With your pcap, I could confirm that, libvirt dissector worked in my
environment as well.
Yes, it could be that, my pcap do not have libvirt rpc packets correctly
though I would have
expected. I am checking on it.
Regards,
Gowrishankar
On Thursday 07 January 2016 03:51 PM, Michal Privoznik wrote:
On 07.01.2016 08:05, gowrishankar wrote:
> Hi Michal,
> Thank you for your suggestion. My apologies that I took sometime to get
> back
> on further confirmation. Regrettably, my tshark is still unable to find
> libvirt payload
> inside packet capture, though it lists libvirt as a possible filter.
>
> # rpm -ql libvirt-wireshark-1.2.9.3-2.fc21.x86_64
> /usr/lib64/wireshark/plugins/1.12.5/libvirt.so
>
> As I used wireshark 1.12.6 version, I created 1.12.6 directory
> under plugins and copied above .so.
> /usr/lib64/wireshark/plugins/1.12.6/libvirt.so
>
> # tshark -G protocols | grep -i libvirt
> Libvirt libvirt libvirt
>
> # tshark -r libvirt.pcap libvirt
> #
>
Interesting. This indeed may be that your pcap file does not contain any
libvirt packets. Esp. if you tested it locally - if you haven't
specified to use TCP stack, UNIX socket is used by default.

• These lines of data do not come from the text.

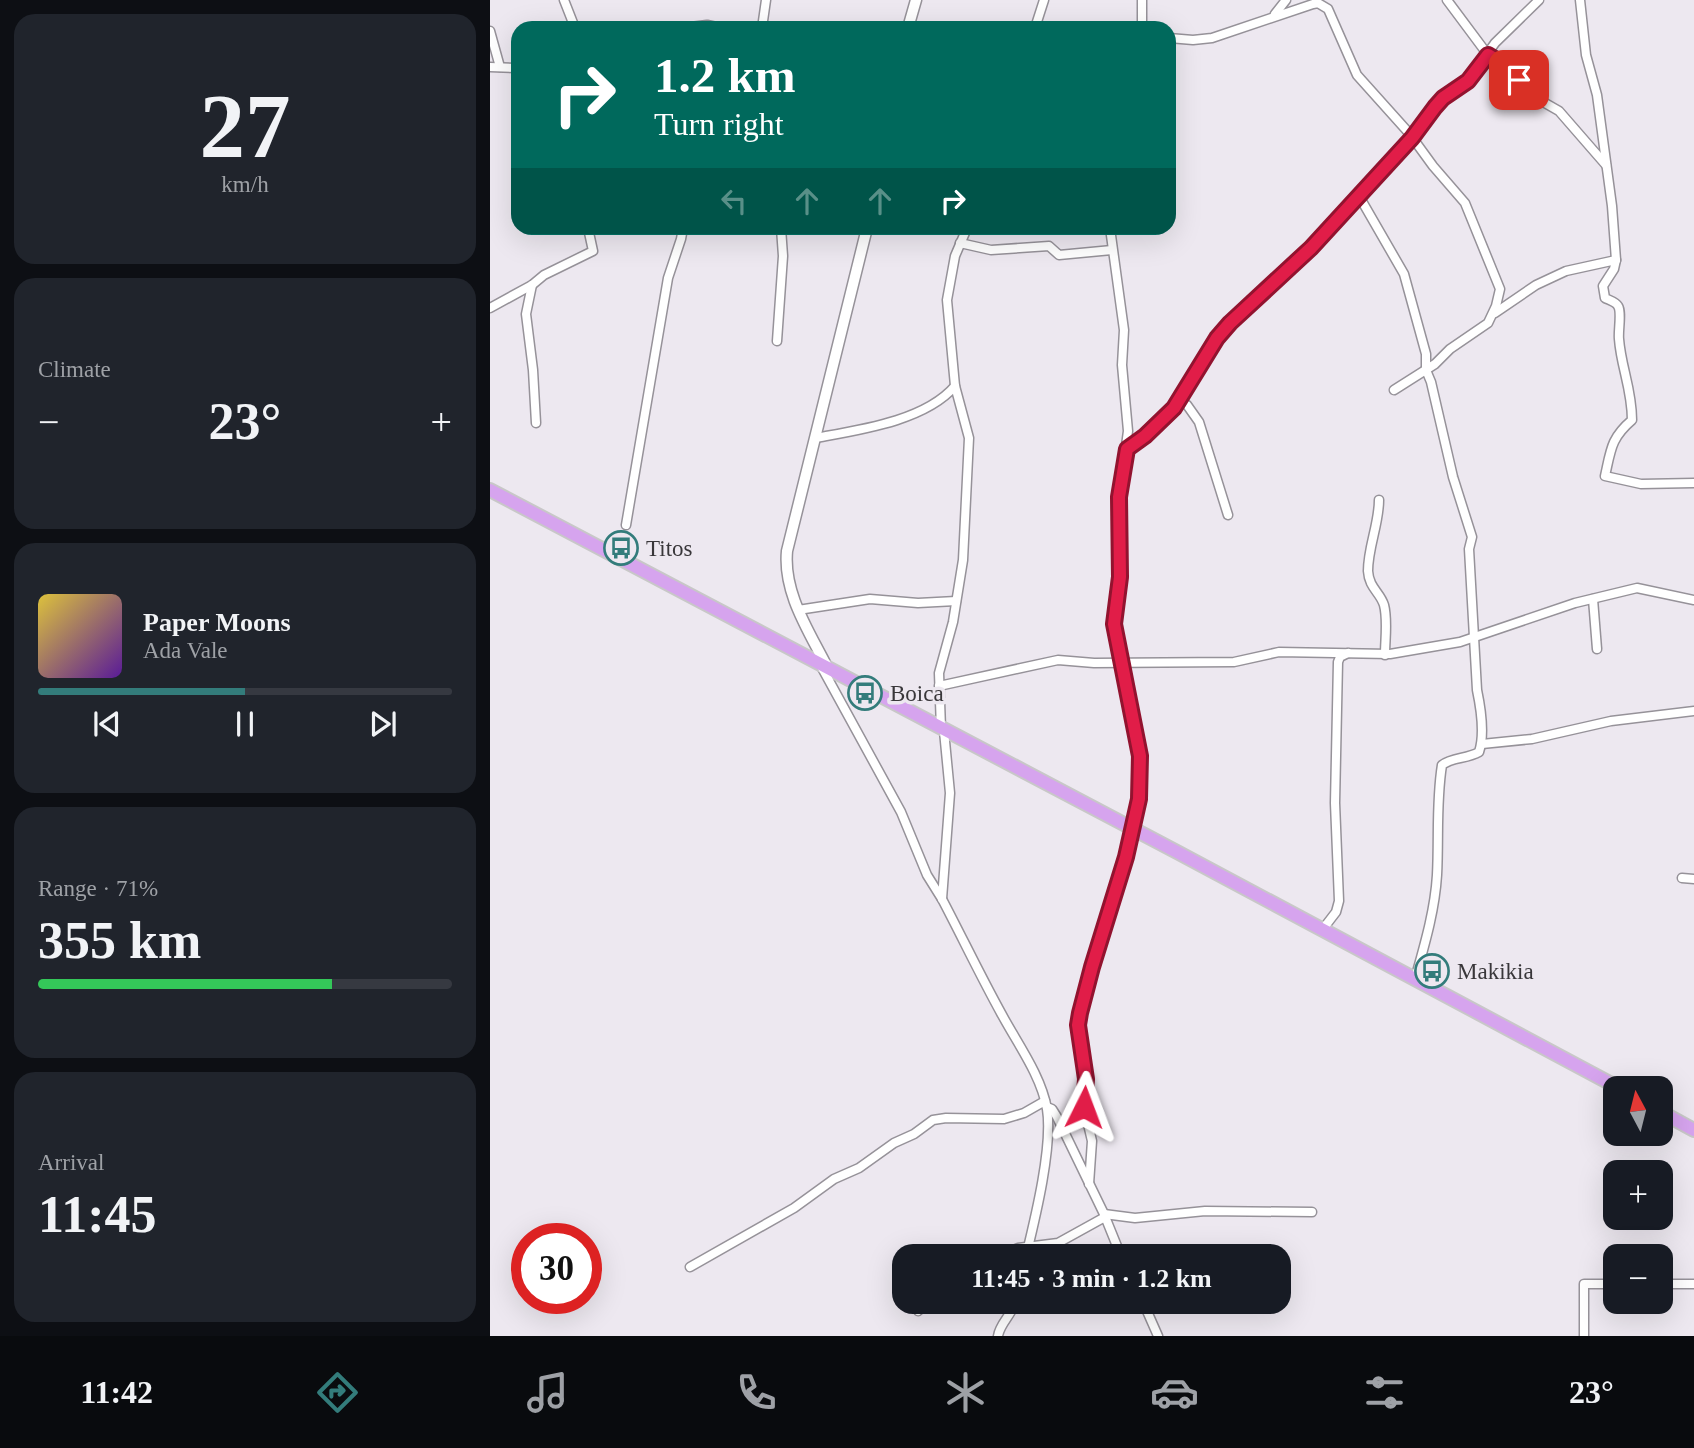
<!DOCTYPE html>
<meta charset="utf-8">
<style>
:root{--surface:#171b24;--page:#20242c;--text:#f1f3f6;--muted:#9ea1a6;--line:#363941;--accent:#337c7b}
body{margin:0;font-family:Georgia,serif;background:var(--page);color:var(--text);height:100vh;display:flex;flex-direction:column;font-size:26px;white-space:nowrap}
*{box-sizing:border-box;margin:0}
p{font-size:23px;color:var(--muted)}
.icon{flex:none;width:38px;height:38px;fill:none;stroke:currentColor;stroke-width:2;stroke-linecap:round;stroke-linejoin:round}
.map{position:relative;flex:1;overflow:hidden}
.sheet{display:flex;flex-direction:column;gap:14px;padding:14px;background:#0d0f14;width:490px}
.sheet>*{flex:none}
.banner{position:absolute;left:21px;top:21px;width:665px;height:214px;border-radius:21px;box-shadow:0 7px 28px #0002;background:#00695c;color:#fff;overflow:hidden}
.needle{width:46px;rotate:353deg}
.tools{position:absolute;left:1113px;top:1076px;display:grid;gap:14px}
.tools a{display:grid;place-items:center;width:70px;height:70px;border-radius:14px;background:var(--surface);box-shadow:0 7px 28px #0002;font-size:35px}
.speed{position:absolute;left:21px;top:1223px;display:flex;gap:14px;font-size:35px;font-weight:700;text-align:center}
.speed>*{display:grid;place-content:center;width:91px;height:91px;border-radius:50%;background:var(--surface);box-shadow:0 7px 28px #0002;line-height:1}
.speed .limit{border:10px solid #d22;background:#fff;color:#111}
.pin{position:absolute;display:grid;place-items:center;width:60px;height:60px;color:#fff;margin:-30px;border-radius:14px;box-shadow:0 4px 10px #0006}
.me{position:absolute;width:77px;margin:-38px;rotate:3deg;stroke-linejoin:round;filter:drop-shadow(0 0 5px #0008)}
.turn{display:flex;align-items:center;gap:24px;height:147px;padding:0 28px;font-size:32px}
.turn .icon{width:91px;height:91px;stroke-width:2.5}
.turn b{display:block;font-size:49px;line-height:60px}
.lanes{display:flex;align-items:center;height:66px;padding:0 28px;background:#0003;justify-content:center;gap:35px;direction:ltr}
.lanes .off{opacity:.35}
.big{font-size:52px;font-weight:700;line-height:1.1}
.sheet .widget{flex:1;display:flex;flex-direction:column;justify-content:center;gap:10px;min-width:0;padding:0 24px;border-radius:21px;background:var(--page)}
.sheet .dial{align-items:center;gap:0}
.dial b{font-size:91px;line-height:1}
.song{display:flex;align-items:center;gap:21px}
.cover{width:84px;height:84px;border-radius:10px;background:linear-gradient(135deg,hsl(50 70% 55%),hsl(270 70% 35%))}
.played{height:7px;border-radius:4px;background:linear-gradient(90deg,var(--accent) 50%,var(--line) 50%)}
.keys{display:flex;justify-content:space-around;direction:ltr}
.heat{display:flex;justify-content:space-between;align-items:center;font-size:38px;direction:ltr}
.charge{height:10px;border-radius:5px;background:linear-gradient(90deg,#34c759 71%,var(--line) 0)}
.trip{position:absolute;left:402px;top:1244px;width:399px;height:70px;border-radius:21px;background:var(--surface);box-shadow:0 7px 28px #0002;font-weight:700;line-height:70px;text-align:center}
.tabs{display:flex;height:112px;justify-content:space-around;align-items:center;background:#090b0e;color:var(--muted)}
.tabs .icon{width:49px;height:49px}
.tabs .on{color:var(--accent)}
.tabs b{font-size:32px;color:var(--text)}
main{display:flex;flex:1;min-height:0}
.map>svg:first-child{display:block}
</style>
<main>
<section class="sheet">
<div class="widget dial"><b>27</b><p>km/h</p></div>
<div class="widget"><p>Climate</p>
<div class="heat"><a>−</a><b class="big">23°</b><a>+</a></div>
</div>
<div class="widget">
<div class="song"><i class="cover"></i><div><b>Paper Moons</b><p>Ada Vale</p></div></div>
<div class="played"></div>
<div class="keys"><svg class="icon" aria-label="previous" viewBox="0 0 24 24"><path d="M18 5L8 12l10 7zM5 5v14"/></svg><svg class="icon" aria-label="pause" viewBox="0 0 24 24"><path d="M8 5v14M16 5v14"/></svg><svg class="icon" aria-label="next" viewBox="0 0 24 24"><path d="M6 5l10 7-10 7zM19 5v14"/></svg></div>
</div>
<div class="widget"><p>Range · 71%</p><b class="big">355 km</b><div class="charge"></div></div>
<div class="widget"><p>Arrival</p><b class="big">11:45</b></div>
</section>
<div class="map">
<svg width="1204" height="1336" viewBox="0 0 1204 1336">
<rect width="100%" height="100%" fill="#ede8f0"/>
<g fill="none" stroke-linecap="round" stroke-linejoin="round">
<g stroke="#969299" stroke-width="11">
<g id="minor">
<polyline points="74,0 85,28"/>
<polyline points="957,0 998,55 1008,61 1055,103 1069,111 1116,165"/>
<path d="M1090,0L1096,55L1107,95L1122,206L1126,260L1124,269L1113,286L1115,298C1119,300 1126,302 1128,306C1132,312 1128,331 1129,339C1131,367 1142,389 1142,420C1121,438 1121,449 1115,476L1151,484L1204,483"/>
<polyline points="785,14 796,0"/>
<polyline points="192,28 217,25 231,28"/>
<polyline points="272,28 276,0"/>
<polyline points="545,28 554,0"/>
<polyline points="652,28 652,0"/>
<polyline points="0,31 10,67"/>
<polyline points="679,38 703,40 722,38 823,4 828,3 838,9 867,75 919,133 943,166 975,203 1010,289 1006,306 998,323 960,349 945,364 904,390"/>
<polyline points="0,67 28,68"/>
<path d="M869,196L914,274L936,354V370L941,382L963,477L982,537L979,549L987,690C991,709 995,734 989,752C977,759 962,757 952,765C946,802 949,838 947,875C945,908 936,940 927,972"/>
<polyline points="470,243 501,250 559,246 569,255 622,250"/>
<polyline points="42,285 36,314 43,370 46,423"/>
<polyline points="0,308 42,285 54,275 103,251 98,228"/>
<polyline points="1005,313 1046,285 1076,271 1126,260"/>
<polyline points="287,341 293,256 291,228"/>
<polyline points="689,401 697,405 709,422 738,515"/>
<path d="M325,438C369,430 435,421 465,386"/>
<polyline points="637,449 684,408 727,338 740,323 821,248 922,138 945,107 953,98 978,81 1005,43 1049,0"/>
<path d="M889,500C889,524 878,547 878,571C879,588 890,592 894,605C898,620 895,639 895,655"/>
<polyline points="136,525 178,278 191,239 193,228"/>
<polyline points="1103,599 1107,649"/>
<polyline points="308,610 380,599 428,603 466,601"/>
<path d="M331,666L411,812L437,875L452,899C472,937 490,975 511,1013C527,1043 551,1075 557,1109C563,1146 545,1219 536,1256"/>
<polyline points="449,686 568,660 604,663 744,662 789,652 900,654 970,642 1085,603 1147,588 1204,600"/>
<polyline points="451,729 449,673 463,622 473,560 479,438 465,386 457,300 465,256 477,228"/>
<polyline points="992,744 1042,739 1121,721 1204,711"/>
<polyline points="1192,878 1204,879"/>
<polyline points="452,899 460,793 454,731"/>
<polyline points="836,925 846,912 849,901 845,803 848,662 850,657 858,653"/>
<polyline points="557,1107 562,1109 567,1117 614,1214 631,1256"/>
<polyline points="599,1184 602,1141 594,1107 595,1064 588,1025 602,967 647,815 650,768 644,721 624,624 630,577 629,497 638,431 632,365 634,330 620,228"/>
<polyline points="614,1214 645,1218 715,1211 822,1212"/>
<polyline points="509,1256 528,1248 568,1243 615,1217"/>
<polyline points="200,1267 304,1208 344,1179 369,1168 404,1143 424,1134 443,1120 456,1118 514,1119 534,1113 555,1101"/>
<polyline points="1171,1284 1204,1284"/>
<polyline points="653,1302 668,1336"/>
<polyline points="428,1311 436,1302"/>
<path d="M508,1336C510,1323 522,1315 525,1302"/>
<polyline points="1094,1336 1094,1284 1125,1284"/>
</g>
</g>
<g stroke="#969299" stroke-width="13">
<g id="tertiary">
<polyline points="418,28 426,0"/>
<path d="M337,667C319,631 293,593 297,551L377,228"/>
</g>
</g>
<g stroke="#c8c7c8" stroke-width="16">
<g id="trunk">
<polyline points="0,490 687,852 1129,1088"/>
<polyline points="1171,1112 1204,1130"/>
</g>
</g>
<use href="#minor" stroke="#fff" stroke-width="8"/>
<use href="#tertiary" stroke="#fff" stroke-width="10"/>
<use href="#trunk" stroke="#d6a4ee" stroke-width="12"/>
</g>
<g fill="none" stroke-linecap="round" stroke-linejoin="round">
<g stroke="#92132f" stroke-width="18">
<polyline id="route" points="594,1107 596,1079 588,1025 590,1013 602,967 636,857 649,799 650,756 624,624 630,577 629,497 637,449 655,436 684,408 727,338 740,323 821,248 922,138 945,107 953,98 978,81 998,55 1008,61 1029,80"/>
</g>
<use href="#route" stroke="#e11d48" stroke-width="12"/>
</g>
<defs>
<g id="bus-ring" transform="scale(1.75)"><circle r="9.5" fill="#ede8f0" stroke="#337c7b" stroke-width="1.5"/><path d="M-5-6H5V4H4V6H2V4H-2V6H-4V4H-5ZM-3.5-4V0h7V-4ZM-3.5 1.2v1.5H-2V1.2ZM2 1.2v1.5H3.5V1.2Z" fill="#337c7b"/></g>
</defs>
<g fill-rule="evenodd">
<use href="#bus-ring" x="131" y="548"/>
<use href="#bus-ring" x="375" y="693"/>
<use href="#bus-ring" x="942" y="971"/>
</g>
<g text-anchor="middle" stroke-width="7" stroke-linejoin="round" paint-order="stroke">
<g font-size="23" fill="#39373a" stroke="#ede8f0" text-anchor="start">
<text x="156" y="556">Titos</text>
<text x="400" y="701">Boica</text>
<text x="967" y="979">Makikia</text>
</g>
</g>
</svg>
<div class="tools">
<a><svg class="needle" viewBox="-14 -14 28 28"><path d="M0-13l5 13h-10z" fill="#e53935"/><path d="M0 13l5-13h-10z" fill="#9ea1a6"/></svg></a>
<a>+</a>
<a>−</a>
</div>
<div class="speed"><div class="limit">30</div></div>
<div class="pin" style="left:1029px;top:80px;background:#d93025"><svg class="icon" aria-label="arrive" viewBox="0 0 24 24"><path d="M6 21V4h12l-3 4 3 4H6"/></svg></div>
<svg class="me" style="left:594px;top:1107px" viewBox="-20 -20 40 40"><path d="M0-17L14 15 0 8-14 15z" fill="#e11d48" stroke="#fff" stroke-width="4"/></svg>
<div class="trip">11:45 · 3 min · 1.2 km</div>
<div class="banner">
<div class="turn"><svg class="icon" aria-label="right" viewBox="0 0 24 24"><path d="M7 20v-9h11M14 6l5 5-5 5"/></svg><div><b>1.2 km</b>Turn right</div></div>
<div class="lanes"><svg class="icon off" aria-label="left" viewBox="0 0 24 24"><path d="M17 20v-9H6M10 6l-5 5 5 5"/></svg><svg class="icon off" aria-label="ahead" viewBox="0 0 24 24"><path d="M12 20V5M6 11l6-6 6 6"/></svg><svg class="icon off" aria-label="ahead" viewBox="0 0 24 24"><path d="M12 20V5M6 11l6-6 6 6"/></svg><svg class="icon" aria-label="right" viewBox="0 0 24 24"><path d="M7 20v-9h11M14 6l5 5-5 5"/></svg></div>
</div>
</div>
</main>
<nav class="tabs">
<b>11:42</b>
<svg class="icon on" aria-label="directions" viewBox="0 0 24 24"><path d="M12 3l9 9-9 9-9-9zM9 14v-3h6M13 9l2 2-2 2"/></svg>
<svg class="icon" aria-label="music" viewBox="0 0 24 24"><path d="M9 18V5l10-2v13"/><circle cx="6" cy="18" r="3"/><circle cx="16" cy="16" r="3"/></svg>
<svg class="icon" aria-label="phone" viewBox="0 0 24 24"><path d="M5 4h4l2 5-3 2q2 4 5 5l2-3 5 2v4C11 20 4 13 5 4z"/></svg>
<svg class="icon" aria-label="climate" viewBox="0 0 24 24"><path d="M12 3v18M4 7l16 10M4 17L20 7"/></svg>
<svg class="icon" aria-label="car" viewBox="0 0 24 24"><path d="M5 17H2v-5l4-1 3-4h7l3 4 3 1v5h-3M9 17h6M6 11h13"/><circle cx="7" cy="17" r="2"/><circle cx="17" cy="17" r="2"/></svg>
<svg class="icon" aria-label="filters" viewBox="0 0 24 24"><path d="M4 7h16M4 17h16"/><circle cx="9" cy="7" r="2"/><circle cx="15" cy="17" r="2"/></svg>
<b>23°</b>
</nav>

> Are there any dependency between libvirt and wireshark dissector
> mechanism to co-exist and
> work together (ie. whether the above libvirt-wireshark missing some
> changes that dissector
> expecting ??). If you have sample pcap to recheck my wireshark/tshark,
> could you please
> share with me ?
Sure:
https://mprivozn.fedorapeople.org/libvirt.pcap
$ tshark -r libvirt.pcap libvirt | tail -n1
89 29.520014062 ::1 -> ::1 Libvirt 114 Prog=REMOTE
Proc=CONNECT_CLOSE Type=REPLY Serial=32 Status=OK
So I can get 89 libvirt packets from the dump.